# Please help me with My Thule Roof Rack. Im Desperate!



## Odatria (Jun 1, 2007)

I inherited a set of Thule 1050-09 Single Bike Carriers. I have a factory rack on my vehicle that I do not wish to remove, so I purchased the Thule Ride On Adapter (which, I might add, is the coolest invention EVER for roof racks). My problem is that I do not have the hardware to mount the Thule 1050-09 Single Bike Carriers to the cross-bars of the Thule Ride On Adapter. I also am not able to find the model number of the Thule 1050-09 Single Bike Carrier in the drop down menu of the spare parts (or any section for that matter) on Thules website. My trip is in 5 days and Im getting desperate. Of course I could just go to my hardware store and figure something out, but I'd rather do it right. My question to you is what is the name and part number of the hardware, and where can I buy
it?

Thanks in advance,

Mike


----------



## VpointVick (Apr 15, 2004)

1-800-238-2388


No better place to ask a Thule question than Thule.


----------



## Odatria (Jun 1, 2007)

Thanks for your reply. But have you ever tried to call Thule? I called twice yesterday and was on hold for over an hour total. I called again this morning and was been placed on hold for 45 minutes.I just dont have the time to wait hours on hold. I also used thier online question form wich replied to me that it would be 3 business days to get a response.
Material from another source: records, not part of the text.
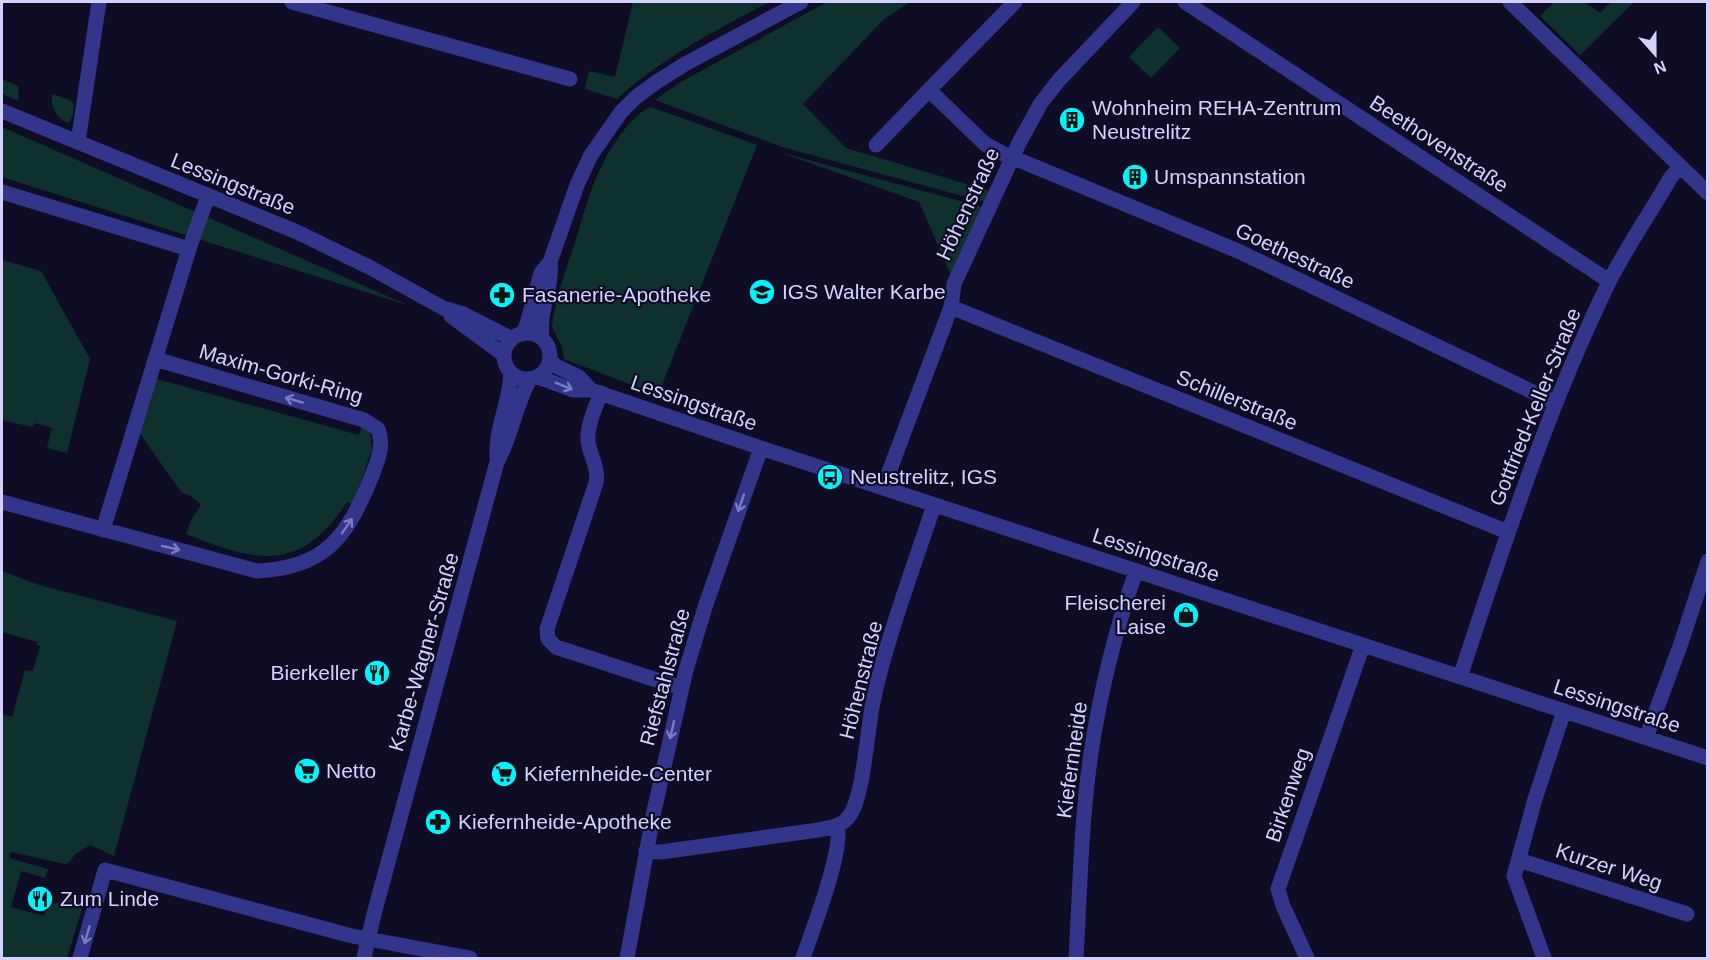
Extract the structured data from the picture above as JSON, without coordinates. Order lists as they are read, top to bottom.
{
  "streets": {
    "street": [
      "Beethovenstraße",
      "Lessingstraße",
      "Höhenstraße",
      "Goethestraße",
      "Maxim-Gorki-Ring",
      "Schillerstraße",
      "Gottfried-Keller-Straße",
      "Karbe-Wagner-Straße",
      "Riefstahlstraße",
      "Kiefernheide",
      "Birkenweg",
      "Kurzer Weg"
    ]
  },
  "crossings": [
    ["Beethovenstraße", "Gottfried-Keller-Straße"],
    ["Lessingstraße", "Höhenstraße"],
    ["Lessingstraße", "Gottfried-Keller-Straße"],
    ["Lessingstraße", "Karbe-Wagner-Straße"],
    ["Lessingstraße", "Riefstahlstraße"],
    ["Lessingstraße", "Kiefernheide"],
    ["Lessingstraße", "Birkenweg"],
    ["Höhenstraße", "Goethestraße"],
    ["Höhenstraße", "Schillerstraße"],
    ["Goethestraße", "Gottfried-Keller-Straße"],
    ["Schillerstraße", "Gottfried-Keller-Straße"]
  ],
  "one_way": ["Riefstahlstraße"],
  "places": {
    "building": ["Wohnheim REHA-Zentrum Neustrelitz", "Umspannstation"],
    "school or university": ["IGS Walter Karbe"],
    "pharmacy": ["Fasanerie-Apotheke", "Kiefernheide-Apotheke"],
    "bus stop": ["Neustrelitz, IGS"],
    "shop": ["Fleischerei Laise"],
    "restaurant": ["Bierkeller", "Zum Linde"],
    "supermarket": ["Netto", "Kiefernheide-Center"]
  },
  "north": "bottom"
}
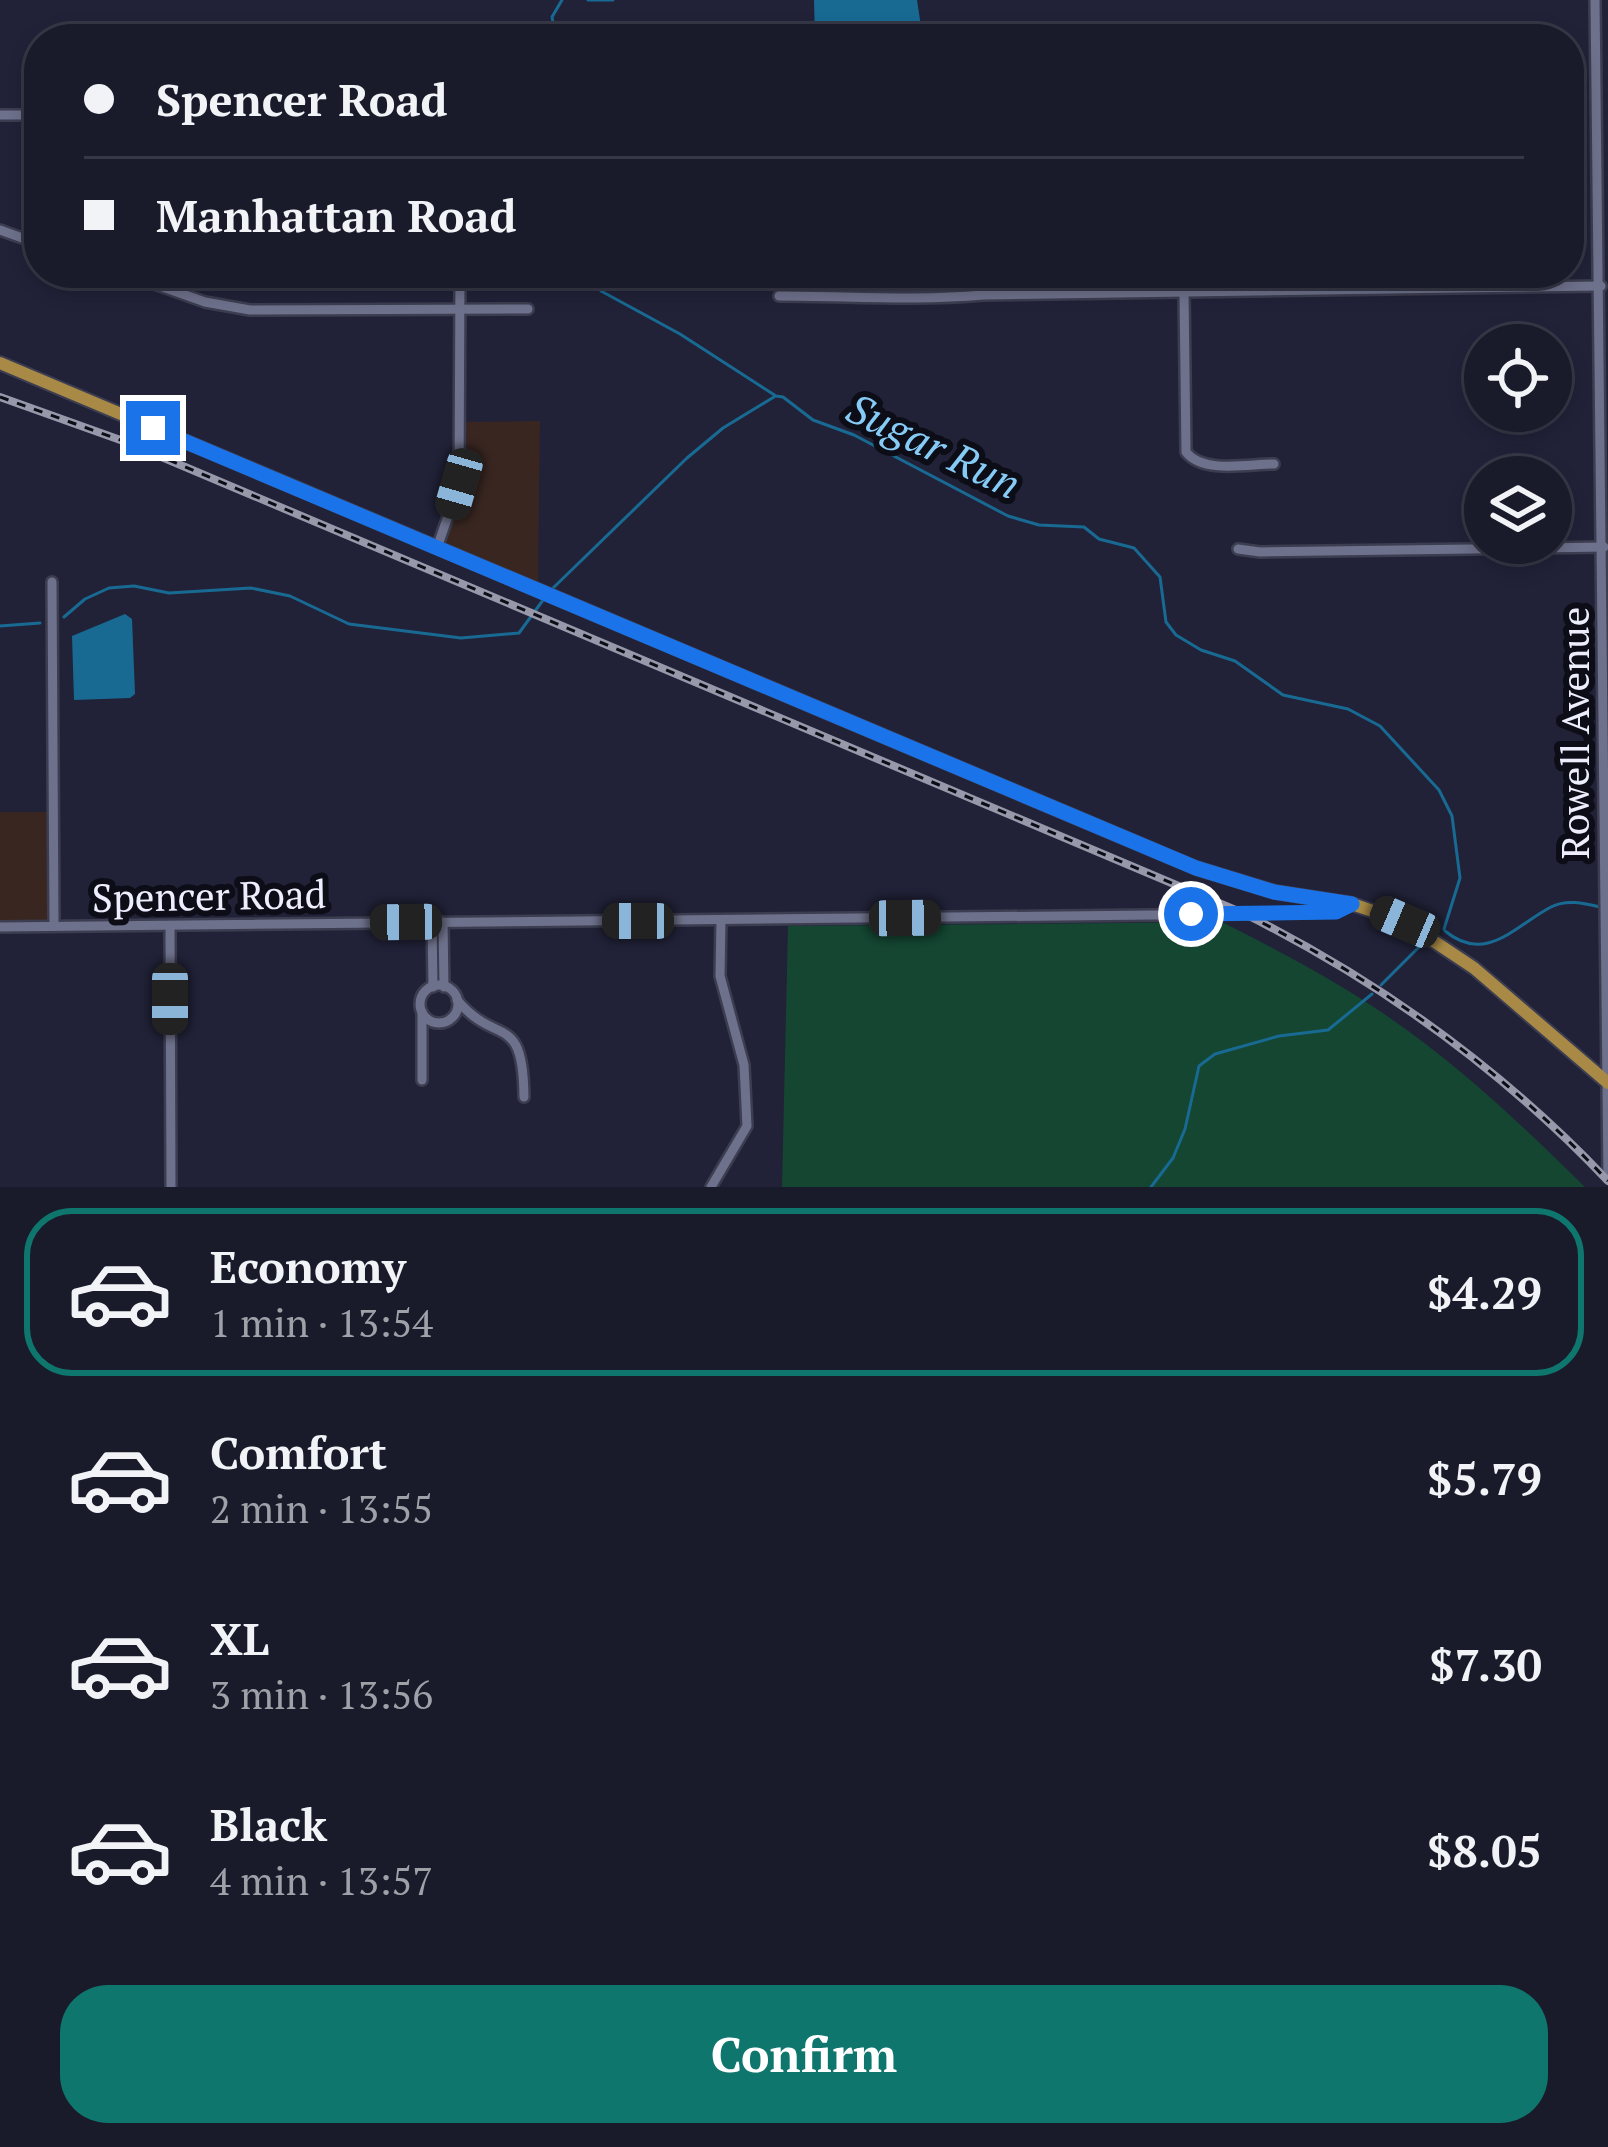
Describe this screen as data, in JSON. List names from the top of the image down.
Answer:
{
  "streets": {
    "street": ["Rowell Avenue", "Spencer Road"]
  },
  "water": ["Sugar Run"],
  "page": {
    "banner": ["Spencer Road", "Manhattan Road"],
    "list": [
      {
        "name": "Economy",
        "note": "1 min · 13:54",
        "value": "$4.29"
      },
      {
        "name": "Comfort",
        "note": "2 min · 13:55",
        "value": "$5.79"
      },
      {
        "name": "XL",
        "note": "3 min · 13:56",
        "value": "$7.30"
      },
      {
        "name": "Black",
        "note": "4 min · 13:57",
        "value": "$8.05"
      }
    ],
    "buttons": "Confirm"
  }
}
If the answer from Thule comes on the third business day, which is Monday, it will be too late as that is the day I leave for my trip. If I can get an answer today, I can place an order and have the parts in time to still make the trip.

Thanks again!


----------



## DiRt DeViL (Dec 24, 2003)

U-bolts might do the trick, are you willin' to customize?


----------



## Maida7 (Apr 29, 2005)

Go to any LBS that deals Thule and if they don't have it in stock they can order it for you.


----------



## Odatria (Jun 1, 2007)

Thule finally answered the phone! I guess its an OLD product. But they did have the U bolts in stock. They didnt have ANY of the knobs, brackets, washers etc... But they did have the U bolts so Im halfway there! Im now headed to the hardware store!


----------